# Question Female convict has a sore with some type of tissue sticking out



## chikapoo (Oct 18, 2013)

Several days ago I came home after being out of town for a week and found that my female convict had a sore on her right side, just before her caudal fin. At first I thought that she'd hurt herself and that it was a section of cartilage sticking out and it reminded me of the "scalpel" that tangs have. I was finally able to move her into QT last night and since then I've noticed that the tissue sticking out looks softer, kinda pink and squishy. I'm not sure if she got hurt in the process of moving her or if something else has happened. The area around this spot doesn't look bad, I can't see any swelling or other problems problems. She's also shown no interest in food. Unfortunately I'm prevented from posting pictures at this time.

I started to think that this might be an ulcer but I don't see any examples that have tissue sticking out of the wound. Don't think it's a parasite as none of the descriptions of external parasites that I've found match what I see on her. She's the largest, most aggressive fish in my tank (angelfish, Bolivian rams, black skirt tetras, tiger barbs, cory cats, and a BN pleco) so I doubt this is the result of a fight. Water parameters are all good and the temperature is around 77. Because we have very hard water in my area I use RO+DI water for my fish.

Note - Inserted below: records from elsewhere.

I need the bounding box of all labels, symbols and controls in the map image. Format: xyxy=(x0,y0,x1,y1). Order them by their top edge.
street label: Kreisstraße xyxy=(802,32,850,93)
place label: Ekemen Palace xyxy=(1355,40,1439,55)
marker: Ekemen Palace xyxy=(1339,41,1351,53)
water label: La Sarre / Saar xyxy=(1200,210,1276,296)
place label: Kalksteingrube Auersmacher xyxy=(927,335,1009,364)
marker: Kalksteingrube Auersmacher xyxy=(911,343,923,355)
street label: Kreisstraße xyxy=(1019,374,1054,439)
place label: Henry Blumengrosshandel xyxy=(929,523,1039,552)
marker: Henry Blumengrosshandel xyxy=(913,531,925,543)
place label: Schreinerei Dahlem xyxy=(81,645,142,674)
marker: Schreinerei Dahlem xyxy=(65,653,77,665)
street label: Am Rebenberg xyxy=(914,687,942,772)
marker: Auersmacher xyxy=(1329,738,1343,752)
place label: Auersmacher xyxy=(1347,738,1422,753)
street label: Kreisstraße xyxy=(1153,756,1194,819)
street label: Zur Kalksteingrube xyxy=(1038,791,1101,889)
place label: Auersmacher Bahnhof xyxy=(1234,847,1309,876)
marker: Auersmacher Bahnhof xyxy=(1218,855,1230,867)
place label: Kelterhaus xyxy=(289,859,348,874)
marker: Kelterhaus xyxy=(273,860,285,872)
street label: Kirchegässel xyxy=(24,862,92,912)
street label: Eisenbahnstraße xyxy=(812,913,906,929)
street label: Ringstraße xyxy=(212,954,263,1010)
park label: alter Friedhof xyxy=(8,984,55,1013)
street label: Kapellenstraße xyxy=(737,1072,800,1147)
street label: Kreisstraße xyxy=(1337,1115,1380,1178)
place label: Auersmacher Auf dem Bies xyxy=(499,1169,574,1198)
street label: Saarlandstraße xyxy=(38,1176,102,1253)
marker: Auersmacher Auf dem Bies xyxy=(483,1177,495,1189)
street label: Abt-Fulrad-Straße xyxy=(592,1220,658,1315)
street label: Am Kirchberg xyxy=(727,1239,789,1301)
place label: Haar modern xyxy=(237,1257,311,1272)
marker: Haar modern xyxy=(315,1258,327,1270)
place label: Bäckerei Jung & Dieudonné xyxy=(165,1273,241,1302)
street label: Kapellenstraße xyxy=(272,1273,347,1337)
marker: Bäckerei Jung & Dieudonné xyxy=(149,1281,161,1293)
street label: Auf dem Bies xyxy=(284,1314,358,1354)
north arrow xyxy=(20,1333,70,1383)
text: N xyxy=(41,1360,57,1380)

As I said above, she's currently in QT. I'm treating with aquarium salt and Maracyn Plus in case it's a bacterial or fungal issue. Does anyone have any ideas what happened and how I can help her?


----------



## dalfed (Apr 8, 2012)

Without a pic it's hard to know for sure, but daily water changes will help no matter what the problem is. Try to get a pic up asap.


----------



## hotwingz (Mar 3, 2013)

If she's not eating it is a good chance of a parasite. It is hard with out a picture. But water changes are a big help. And if you can turn the temp up along with salt, this will help a lot.


----------



## chikapoo (Oct 18, 2013)

Below are the best pictures I've been able to get of her. I've continued treating with salt and Maracyn Plus but if have Parasite Guard on hand if you think that would be a better treatment, or if it would be safe to combine the two treatments. I haven't tried feeding her anymore as if it is bacterial I don't want to put more waste in the water that is necessary. One good sign though is that she has been sifting/digging through the gravel off and on since last evening so at least she's not totally lethargic. If anyone has any suggestions I would be glad to hear them.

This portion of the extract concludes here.